At my library, I am assisting a colleague working with over 150 3.5-inch floppy disks of an author from Latin America. My colleague has already created images for each (with the exception of 1) disk and is now ready to create the SIP, for which we use Bagger, for deposit into our preservation environment. However, Bagger is unable to bag those directories and files with invalid encoding errors. We suspect these messages stem from the heavy usage of accent marks in many of the folder and file names. In the cases we've experimented with, the files can actually be opened and read just perfectly, so the invalid encoding is not presenting an access issue. But we need to find a way to rectify the encoding so as to proceed with later preservation activities.

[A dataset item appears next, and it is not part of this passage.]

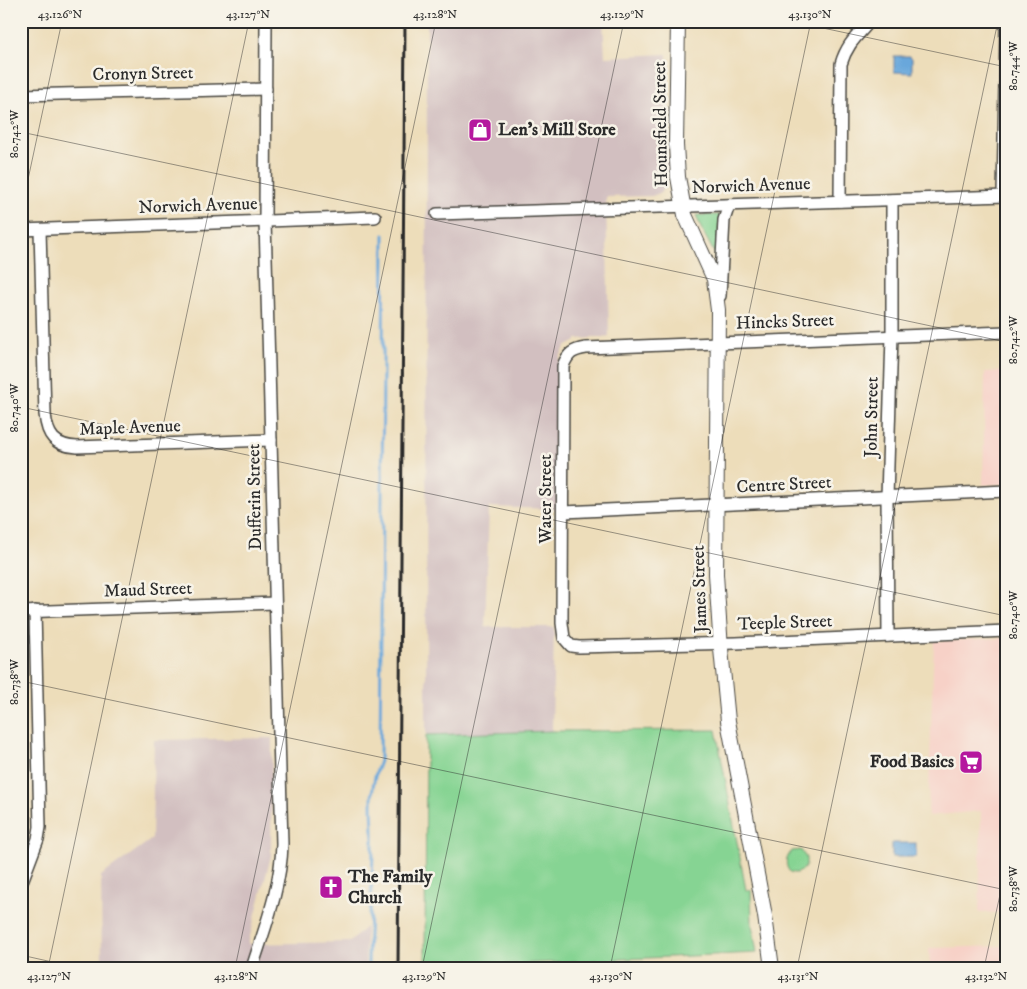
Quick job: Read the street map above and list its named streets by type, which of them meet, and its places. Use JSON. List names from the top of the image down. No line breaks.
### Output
{"streets":{"street":["Cronyn Street","Hounsfield Street","Norwich Avenue","Hincks Street","John Street","Maple Avenue","Centre Street","Dufferin Street","Water Street","James Street","Maud Street","Teeple Street"]},"crossings":[["Cronyn Street","Dufferin Street"],["Hounsfield Street","Norwich Avenue"],["Hounsfield Street","James Street"],["Norwich Avenue","John Street"],["Norwich Avenue","Maple Avenue"],["Norwich Avenue","Dufferin Street"],["Norwich Avenue","James Street"],["Hincks Street","John Street"],["Hincks Street","Water Street"],["Hincks Street","James Street"],["John Street","Centre Street"],["John Street","Teeple Street"],["Maple Avenue","Dufferin Street"],["Centre Street","Water Street"],["Centre Street","James Street"],["Dufferin Street","Maud Street"],["Water Street","Teeple Street"],["James Street","Teeple Street"]],"places":{"shop":["Len's Mill Store"],"supermarket":["Food Basics"],"church":["The Family Church"]},"coordinates":["43.126°N","43.127°N","43.128°N","43.129°N","43.130°N","80.744°W","80.742°W","80.740°W","80.738°W","43.131°N","43.132°N"]}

Have you encountered these issues with non English language materials from other countries? And if so, how did you resolve the issues programmatically? I've been trying out my luck with a few different scripts online, but to no avail so far. The total number of files on all disks is close to 5,000, and about 15-20 percent of them have encoding issues, meaning the only viable solution will be a scripted one. Alternatively, if you recommend a particular resource from which one can edify themselves on the matter, that too would be of assistance. Any other advice or ideas are also appreciated. Thanks!

Best,
Jarrett

Kevin Hawkins

unread,

Jun 7, 2016, 7:47:05 PM6/7/16

to digital-...@googlegroups.com

Unfortunately, Software will sometimes choke on or mangle non-ASCII characters in filenames. Aside from finding another tool to create bags or fixing the bug in Bagger, the work-around that comes to mind would be to run a script on the files that replaces each non-ASCII character with an "unaccented" ASCII version. This is, I admit, not at all ideal from a preservation point of view, but you may need to compromise on ideals for expediency. Here are some leads on finding a script to replace characters:

https://www.google.com/webhp?sourceid=chrome-instant&ion=1&espv=2&ie=UTF-8#q=remove+accents+filenames

Good luck!

Kevin

--
You received this message because you are subscribed to the Google Groups "Digital Curation" group.
To unsubscribe from this group and stop receiving emails from it, send an email to digital-curati...@googlegroups.com.
To post to this group, send email to digital-...@googlegroups.com.
Visit this group at https://groups.google.com/group/digital-curation.
For more options, visit https://groups.google.com/d/optout.

Bertram Lyons

unread,

Jun 7, 2016, 10:47:38 PM6/7/16

to digital-...@googlegroups.com

Hi Jarrett --

If the disks were imaged, and are stored as disk images, are you also
extracting files from the disk images and storing the outside of the
serialized image?

In this scenario, is it possible for you to store the disk image
itself as a single object (and to Bag it), instead of extracting all
files separately for bagging? This would remove the current obstacle
with file names from the within the original floppy filesystems. You
could use a schema such as dfxml to write out a list of filenames and
internal directory structures for discovery purposes, but store the
files themselves as part of a single raw disk image.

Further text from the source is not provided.